A minimal version of my code looks like this:
import multiprocessing
from gevent.queue import Queue
from gunicorn.app.base import BaseApplication
from flask import Flask, Response
app = Flask('minimal')
# NOTE: This is the global list of subscribers
subscriptions = []
class ServerSentEvent(object):
def __init__(self, data):
self.data = data
self.event = None
self.id = None
self.desc_map = {
self.data: "data",
self.event: "event",
self.id: "id"
}
def encode(self):
if not self.data:
return ""
lines = ["%s: %s" % (v, k)
for k, v in self.desc_map.iteritems() if k]
return "%s\n\n" % "\n".join(lines)
#app.route('/api/events')
def subscribe_events():
def gen():
q = Queue()
print "New subscription!"
subscriptions.append(q)
print len(subscriptions)
print id(subscriptions)
try:
while True:
print "Waiting for data"
result = q.get()
print "Got data: " + result
ev = ServerSentEvent(unicode(result))
yield ev.encode()
except GeneratorExit:
print "Removing subscription"
subscriptions.remove(q)
return Response(gen(), mimetype="text/event-stream")
#app.route('/api/test')
def push_event():
print len(subscriptions)
print id(subscriptions)
for sub in subscriptions:
sub.put("test")
return "OK"
class GunicornApplication(BaseApplication):
def __init__(self, wsgi_app, port=5000):
self.options = {
'bind': "0.0.0.0:{port}".format(port=port),
'workers': multiprocessing.cpu_count() + 1,
'worker_class': 'gevent',
'preload_app': True,
}
self.application = wsgi_app
super(GunicornApplication, self).__init__()
def load_config(self):
config = dict([(key, value) for key, value in self.options.iteritems()
if key in self.cfg.settings and value is not None])
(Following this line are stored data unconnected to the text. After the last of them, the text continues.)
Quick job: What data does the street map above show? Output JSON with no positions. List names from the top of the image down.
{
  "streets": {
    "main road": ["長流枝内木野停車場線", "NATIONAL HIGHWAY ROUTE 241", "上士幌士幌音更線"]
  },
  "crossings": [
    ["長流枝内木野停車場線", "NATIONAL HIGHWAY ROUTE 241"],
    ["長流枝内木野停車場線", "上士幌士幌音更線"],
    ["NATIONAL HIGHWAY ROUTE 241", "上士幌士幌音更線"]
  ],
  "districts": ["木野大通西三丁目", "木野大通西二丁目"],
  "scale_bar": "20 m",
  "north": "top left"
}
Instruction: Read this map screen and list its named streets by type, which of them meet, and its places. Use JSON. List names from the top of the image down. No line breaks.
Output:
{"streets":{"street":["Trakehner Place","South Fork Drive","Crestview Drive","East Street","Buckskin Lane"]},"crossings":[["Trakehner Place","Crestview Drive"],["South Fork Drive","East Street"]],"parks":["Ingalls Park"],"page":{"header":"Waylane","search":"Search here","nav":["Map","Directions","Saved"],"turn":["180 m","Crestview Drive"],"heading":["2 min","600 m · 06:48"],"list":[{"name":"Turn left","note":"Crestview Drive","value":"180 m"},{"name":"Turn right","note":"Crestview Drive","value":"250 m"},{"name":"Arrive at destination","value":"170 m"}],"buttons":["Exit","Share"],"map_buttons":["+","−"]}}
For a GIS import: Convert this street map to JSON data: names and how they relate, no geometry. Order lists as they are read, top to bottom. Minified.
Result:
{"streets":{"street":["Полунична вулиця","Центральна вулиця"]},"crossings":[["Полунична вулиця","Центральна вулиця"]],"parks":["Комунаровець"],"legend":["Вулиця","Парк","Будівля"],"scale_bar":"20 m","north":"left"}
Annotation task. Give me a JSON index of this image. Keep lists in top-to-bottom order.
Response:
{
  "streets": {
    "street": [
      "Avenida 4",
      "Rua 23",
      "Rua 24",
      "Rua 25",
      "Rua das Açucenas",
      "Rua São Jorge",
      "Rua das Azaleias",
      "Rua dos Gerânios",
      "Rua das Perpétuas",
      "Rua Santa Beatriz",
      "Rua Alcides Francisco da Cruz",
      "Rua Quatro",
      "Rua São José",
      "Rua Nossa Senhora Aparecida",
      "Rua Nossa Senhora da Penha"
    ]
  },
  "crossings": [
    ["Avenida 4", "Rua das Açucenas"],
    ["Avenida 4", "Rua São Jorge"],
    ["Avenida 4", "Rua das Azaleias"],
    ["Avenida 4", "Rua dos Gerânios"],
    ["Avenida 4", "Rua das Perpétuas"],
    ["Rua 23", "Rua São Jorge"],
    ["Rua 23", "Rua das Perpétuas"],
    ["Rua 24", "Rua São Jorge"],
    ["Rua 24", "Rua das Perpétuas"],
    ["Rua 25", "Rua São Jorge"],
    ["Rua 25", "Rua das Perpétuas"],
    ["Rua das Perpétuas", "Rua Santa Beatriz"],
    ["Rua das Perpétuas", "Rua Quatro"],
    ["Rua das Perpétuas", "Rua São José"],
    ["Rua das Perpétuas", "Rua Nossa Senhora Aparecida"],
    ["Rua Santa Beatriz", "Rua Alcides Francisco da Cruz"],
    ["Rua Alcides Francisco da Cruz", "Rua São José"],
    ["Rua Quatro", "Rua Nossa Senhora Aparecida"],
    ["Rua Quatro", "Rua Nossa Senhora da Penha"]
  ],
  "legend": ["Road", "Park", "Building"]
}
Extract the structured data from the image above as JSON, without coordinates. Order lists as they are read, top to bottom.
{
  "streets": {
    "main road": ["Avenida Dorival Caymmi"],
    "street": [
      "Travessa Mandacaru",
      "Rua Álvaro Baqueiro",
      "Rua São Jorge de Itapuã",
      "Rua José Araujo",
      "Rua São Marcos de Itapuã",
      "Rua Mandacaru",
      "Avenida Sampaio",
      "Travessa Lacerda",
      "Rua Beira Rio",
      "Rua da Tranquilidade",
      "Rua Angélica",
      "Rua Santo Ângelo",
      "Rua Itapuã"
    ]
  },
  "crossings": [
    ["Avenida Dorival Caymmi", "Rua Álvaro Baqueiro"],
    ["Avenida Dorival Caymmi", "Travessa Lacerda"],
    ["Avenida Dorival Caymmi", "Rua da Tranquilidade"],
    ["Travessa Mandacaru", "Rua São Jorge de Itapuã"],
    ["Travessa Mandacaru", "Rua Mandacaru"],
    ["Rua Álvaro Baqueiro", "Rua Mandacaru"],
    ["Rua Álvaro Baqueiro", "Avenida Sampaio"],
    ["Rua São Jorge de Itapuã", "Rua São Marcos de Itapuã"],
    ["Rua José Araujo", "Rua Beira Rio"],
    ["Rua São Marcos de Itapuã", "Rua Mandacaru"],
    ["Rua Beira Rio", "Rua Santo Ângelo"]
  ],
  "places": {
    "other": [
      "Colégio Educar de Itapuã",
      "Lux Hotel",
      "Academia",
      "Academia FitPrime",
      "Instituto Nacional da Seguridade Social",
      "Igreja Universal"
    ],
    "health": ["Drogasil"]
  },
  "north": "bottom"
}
for key, value in config.iteritems():
self.cfg.set(key.lower(), value)
def load(self):
return self.application
if __name__ == '__main__':
gapp = GunicornApplication(app)
gapp.run()
The problem is that the subscriber's list seems to be different for every worker. This means that if worker #1 handles the /api/events endpoint and adds a new subscriber to the list, the client will only receive events that are added when worker #1 also handles the /api/test endpoint.
Curiously enough, the actual list object seems to be the same for each worker, since id(subscriptions) returns the same value in every worker.
Is there a way around this? I know that I could just use Redis, but the application is supposed to be as self-contained as possible, so I'm trying to avoid any external services.
Update: The cause of the problem seems to be in my embedding of the gunicorn.app.base.BaseApplication (which is a new feature in v0.19). When running the application from the command-line with gunicorn -k gevent minimal:app, everything works as expected
Update 2: The previous suspicion turned out to be wrong, the only reason it worked was because gunicorn's default number of worker processes is 1, when adjusting the number to fit the code via the -w parameter, it exhibits the same behavior.
You say:
the actual list object seems to be the same for each worker, since
id(subscriptions) returns the same value in every worker.
but I think it's not true, the subscriptions on each worker is not the same object. Each worker is a individual process, has its own memory space.
For self-contained system, you could develop a tiny system functioned like simple version of Redis. For example, using SQLite or ZeroMQ to communicate between these workers.